Segundo António Fernando, são empresas como a CIM que constituem o factor de sucesso desta campanha,  dado que, em termos práticos, são elas que estão na frente da batalha económica. Para tal, indicou o Ministro, as empresas “terão de ser audazes. Terão de ser destimidas”.

O Ministro recordou que em 2008, a Comunidade de Desenvolvimento da Africa Austral (SADC) viverá um momento especial em termos de integração económica.

Ele referia-se a criação da Zona de Comércio Livre, a partir da qual os produtos de origem regional circularão livremente, para dois anos depois, em 2010, a mesma região avançar para a União Aduaneira, na qual as tarifas aduaneiras inter-Estados serão de “custo zero” e as receitas do comércio externo regional serão distribuídas aos membros da SADC, através de uma fórmula a acordar.
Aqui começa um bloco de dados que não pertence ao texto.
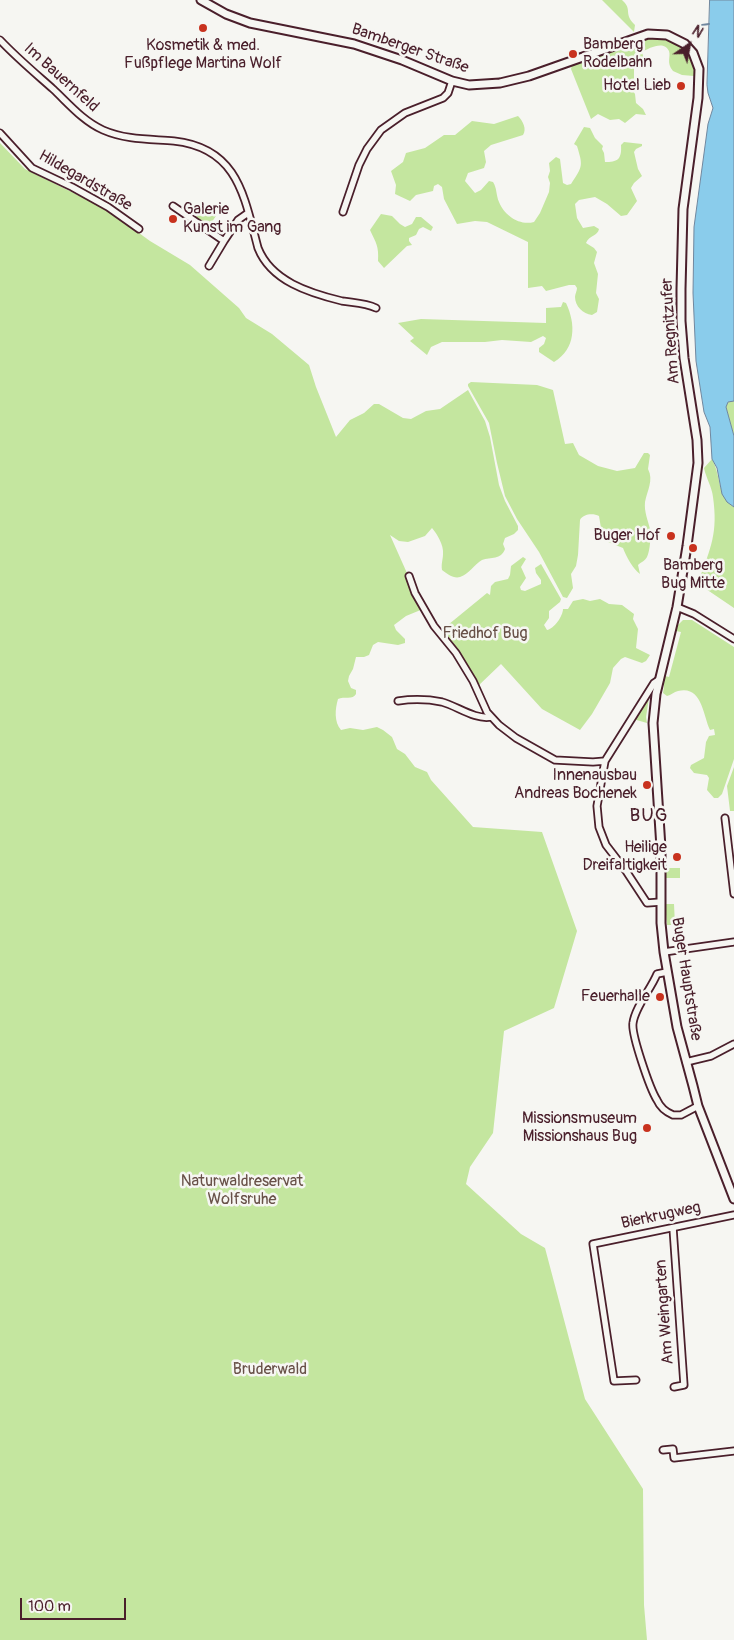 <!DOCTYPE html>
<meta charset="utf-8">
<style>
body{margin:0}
#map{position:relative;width:734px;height:1640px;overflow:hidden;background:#f6f6f2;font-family:Pangolin,sans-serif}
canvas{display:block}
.north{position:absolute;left:664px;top:20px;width:50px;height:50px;-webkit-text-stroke:4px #f6f6f2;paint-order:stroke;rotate:33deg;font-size:14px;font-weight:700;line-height:20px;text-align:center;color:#4a1f2b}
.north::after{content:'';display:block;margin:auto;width:18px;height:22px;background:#4a1f2b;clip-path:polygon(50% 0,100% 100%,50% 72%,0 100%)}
.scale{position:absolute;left:20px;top:1598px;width:106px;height:22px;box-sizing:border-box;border:2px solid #4a1f2b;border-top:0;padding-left:6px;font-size:15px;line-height:18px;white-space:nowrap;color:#4a1f2b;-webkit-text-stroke:4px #f6f6f2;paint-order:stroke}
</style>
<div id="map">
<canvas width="734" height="1640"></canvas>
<div class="north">N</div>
<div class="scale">100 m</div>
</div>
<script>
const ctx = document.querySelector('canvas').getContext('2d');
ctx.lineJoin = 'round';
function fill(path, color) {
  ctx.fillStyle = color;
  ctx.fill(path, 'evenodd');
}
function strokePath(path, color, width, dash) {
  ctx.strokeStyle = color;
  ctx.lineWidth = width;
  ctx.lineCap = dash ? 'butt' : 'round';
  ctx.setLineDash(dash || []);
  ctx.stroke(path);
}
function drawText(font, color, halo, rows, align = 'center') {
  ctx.font = font + ' Pangolin,sans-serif';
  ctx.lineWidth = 5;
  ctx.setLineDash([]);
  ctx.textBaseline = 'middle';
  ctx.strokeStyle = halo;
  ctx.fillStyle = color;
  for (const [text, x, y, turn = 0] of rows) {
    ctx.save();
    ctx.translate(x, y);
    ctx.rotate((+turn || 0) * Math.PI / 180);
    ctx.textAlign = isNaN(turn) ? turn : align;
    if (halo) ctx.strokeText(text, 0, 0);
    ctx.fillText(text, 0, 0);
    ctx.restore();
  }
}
fill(new Path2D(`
 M602,0H622C631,8 626,11 630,19C631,21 633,23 635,25L634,32Z
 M648,38C657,39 672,38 680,43C690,49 695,65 694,76L682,75L673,71C666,63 671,57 669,51C664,40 649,48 642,52L645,63L642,66H637L634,68V78L631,88L635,94L636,103L643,109L646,115L636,114L625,123L619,119L610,120L598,114L591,119L571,69L572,65L631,45L638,40Z
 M518,116C523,121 527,129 523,135L491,145L484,151L486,162L484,168L468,173L465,181L475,193L481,190L489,181L493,182C497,188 496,195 499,202C504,215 519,226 534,222L540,213L549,192L550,183L548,177L550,171L549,163L556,157L560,159L563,183L567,185L571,184C583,166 583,166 577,146L574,144L584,127L590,128L595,138L603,146L602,149L604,153L605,162C617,162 622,160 621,145L624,142L642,144V146L636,149L634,152L638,169L642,176L634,183L631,188L637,201L627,215L621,216L607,204L595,197L579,200L575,204L577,218L583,228L594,226L599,229C598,236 589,235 586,243L594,248L597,252L594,263L598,274L596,293L599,299L597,312L592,315C583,314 575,306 575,297C575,294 577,291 577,288L575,285H569L546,291L542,286L528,288V242L487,222L475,221L457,224L444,199L442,187L438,184L434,186L433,191L416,195L410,201L395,194L396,185L391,171L403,162L406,153L425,148L444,135H455L472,121L494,124Z
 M0,143L25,169L106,209L150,241L190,265L239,308L246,318L272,334L309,365L316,387L336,437L350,420L364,413L374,404H379L403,418L411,419L426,411L440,409L468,390L485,421L490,437L499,485L505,501L518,526V530L514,534L505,538L503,544L505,549C501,560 491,557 482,560C475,564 468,575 460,577C454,579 447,574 442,570C441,563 443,560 443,554C444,545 437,534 432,528L425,536L408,542L399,541L390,535L423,609L406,616L394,625L396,630L405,639V643L398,645L378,642L373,645L369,655L364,657H356L353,669L349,676L348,681L351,688L356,690V694C353,700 344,696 338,699C335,709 334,722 341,730L350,728L363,730L377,727L383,730L392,737L397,749L405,754L415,767L427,772L431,780L473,827L542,832L577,931L554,1008L504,1031L493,1133L470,1167L466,1184L521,1234L545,1248L585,1399L643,1489L644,1605L647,1640H0Z
 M203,207L216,216L209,226L196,217Z
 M381,214L392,216L400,224L405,227L412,224L416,217H421L433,227L431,231L423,227L419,229L416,235L409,238V241L412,245L407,246L384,268L378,261C379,246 376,243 370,230Z
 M563,302L566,303C576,324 576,349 554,362L539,352V348L544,344L546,338L543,336L531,342L502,340L485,342H442L431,347L427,355L410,341L414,338L398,323L421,319L546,323V308L561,307Z
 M471,382L537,385L553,390L565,444L573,443L579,455L598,466L617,471L635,468L644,453H648L650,455L648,469C654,480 647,491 645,502C644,512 648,520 650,529C651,536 650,551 647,557C645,561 641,562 638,565L640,574C633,569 626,556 623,548L608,542L601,528L599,516C593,513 583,514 580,520L578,555L576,566L571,574L573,588L567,598L563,597L539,552L517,519L505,496L497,463L489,423L468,386V384Z
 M731,401H734V436L726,407L727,403Z
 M712,459C721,475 717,496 734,507V608L703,587L699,580C711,547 718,533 713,497C712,487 706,478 704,468Z
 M523,557L526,559L521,567L526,578L520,587L521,590L525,591L541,584V580L536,573L535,568L541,564L561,599L560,602L549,611V618L544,625L547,630C554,629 563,616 563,609H568L573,601L583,599L590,601L600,599L609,604L622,605L634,614L633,619L638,629L636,648L650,655L646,661L642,663L625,657L621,659L613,668L610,683L592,714L580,730L542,709L501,664L478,686L466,662L443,629L487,593L490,595L491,586L495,582L508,579L510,575L511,566Z
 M683,620H692L734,647V759L722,794L718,798H714L707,790L709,778L707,775L694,773L690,768L691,765L704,758L706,742L709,736L715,735L714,729L710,730C703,715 702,685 678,691C674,692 671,695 667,696L663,693L664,687L663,679L665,676L669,677L681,632L676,631L678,625Z
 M650,691L646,717L647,723L633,719Z
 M734,767V811H730L727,786Z
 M666,868H680V878H666Z
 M665,904H674L675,925H667Z`), '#c4e69f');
const water = new Path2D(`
 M710,0H734V401L728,402L726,407L734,436V507L727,502L722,494L717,468L712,459L710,427L704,412L696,361L693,293L694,227L708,124L713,108L708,93L707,85Z`);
fill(water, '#8acceb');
strokePath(water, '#70879e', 1);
strokePath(new Path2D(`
 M702,25L709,24`), '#70879e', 2);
const minor = new Path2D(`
 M0,40C17,58 35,73 53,89C69,104 83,121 103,130C126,140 149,139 174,141C238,148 244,196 258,248C271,281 309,293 342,301C354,303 365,303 376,308
 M0,133L32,168L72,187L108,207L139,229
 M173,206L224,241L209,266
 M343,212L359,165L367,149L381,130L405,113L443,98L448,93L452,81
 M224,241L238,220L248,213
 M409,576L415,593L434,626L456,653L473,681L487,712L499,725L516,738L555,760L593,762L605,761
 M677,607L694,614L734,639
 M660,679L654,683L605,761L597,806L599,827L606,845L626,871L647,903L661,902
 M398,701C412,699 427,699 442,702C457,706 475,720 491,717
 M725,818L734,894
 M664,952L734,942
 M667,972L657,974C651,989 635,1007 633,1023C631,1034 650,1089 657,1100C660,1107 666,1112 673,1115H681L698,1106
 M686,1062L711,1056L734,1044
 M673,1228L684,1385L674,1387
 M636,1380L614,1381L593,1244L734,1215
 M663,1450L673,1449L674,1458L734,1451`);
const tertiary = new Path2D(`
 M201,0L226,14L250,23L354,44L402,60L452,81L469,85L500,83L529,76L648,34L667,35L685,44L693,53L699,69L698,98L683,209L681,289V321L684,358L697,440L698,463L687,546L677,607L656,694L653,723L661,848V923L664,952L677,1027L693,1086L698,1106L734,1199`);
strokePath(minor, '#4a1f2b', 9);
strokePath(tertiary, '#4a1f2b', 11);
strokePath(minor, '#f6f6f2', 5.5);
strokePath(tertiary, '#f6f6f2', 7);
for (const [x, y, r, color] of [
 [203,28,5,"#c8321e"],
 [573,54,5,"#c8321e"],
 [681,86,5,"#c8321e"],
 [173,219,5,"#c8321e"],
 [671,536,5,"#c8321e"],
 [693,548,5,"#c8321e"],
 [647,785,5,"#c8321e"],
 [677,857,5,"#c8321e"],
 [660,997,5,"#c8321e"],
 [647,1128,5,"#c8321e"]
]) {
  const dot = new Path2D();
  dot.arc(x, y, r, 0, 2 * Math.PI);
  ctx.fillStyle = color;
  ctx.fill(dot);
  strokePath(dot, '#f6f6f2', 2);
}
drawText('16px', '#4a1f2b', '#f6f6f2', [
 ["Bamberg",583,45,"left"],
 ["Rodelbahn",583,63,"left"],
 ["Kosmetik & med.",203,46,"center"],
 ["Fußpflege Martina Wolf",203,64,"center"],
 ["Hotel Lieb",671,86],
 ["Galerie",183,210,"left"],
 ["Kunst im Gang",183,228,"left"],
 ["Buger Hof",661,536],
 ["Bamberg",693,566,"center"],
 ["Bug Mitte",693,584,"center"],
 ["Innenausbau",637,776],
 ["Andreas Bochenek",637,794],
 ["Heilige",667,848],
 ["Dreifaltigkeit",667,866],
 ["Feuerhalle",650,997],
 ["Missionsmuseum",637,1119],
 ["Missionshaus Bug",637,1137]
], 'right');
drawText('16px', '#4a1f2b', '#f6f6f2', [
 ["Bamberger Straße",410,49,19],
 ["Im Bauernfeld",61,78,42],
 ["Hildegardstraße",85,181,30],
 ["Am Regnitzufer",671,331,-94],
 ["Buger Hauptstraße",686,979,81],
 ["Bierkrugweg",661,1216,-12],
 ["Am Weingarten",665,1312,-94]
]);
drawText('16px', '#685148', '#f6f6f2', [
 ["Friedhof Bug",485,634],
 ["Naturwaldreservat",242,1182],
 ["Wolfsruhe",242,1200],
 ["Bruderwald",270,1370]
]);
ctx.letterSpacing = '1px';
drawText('19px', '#4a1f2b', '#f6f6f2', [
 ["BUG",649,816]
]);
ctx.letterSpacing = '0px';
</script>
Para Fernando, “se invistirmos mais na qualidade dos nossos produtos, no capital humano, na inovação e nos sistemas tecnológicos e, em suma, na competitividade, este desafio será vencido”.

Ao aceitar este desafio, a Companhia Industrial da Matola juntou-se assim as Linhas Aéreas de Moçambique (LAM), a Companhia Nacional de Canto e Dança e ao Programa “Ver Moçambique”, da Televisão pública nacional, TVM, que também já foram autorizados a usar o selo de qualidade “Made In Mozambique”.

A AIM apurou, a margem da cerimónia oficial da autorga do certificado, do Director Financeiro da Companhia Industrial da Matola, Alfredo Lopes, que aquela empresa vai gastar, numa primeira fase, cerca de 3.000.000,00 Mtn (o dólar norte-americano equivale a cerca de 25 Mtn) em diferentes tipos de publicidade da campanha “Made In Mozambique”, no que diz respeito aos produtos da CIM.

Sobre a aderência da CIM a esta campanha, Lopes disse que o mesmo vem alargar as responsabilidades produtivas da empresa.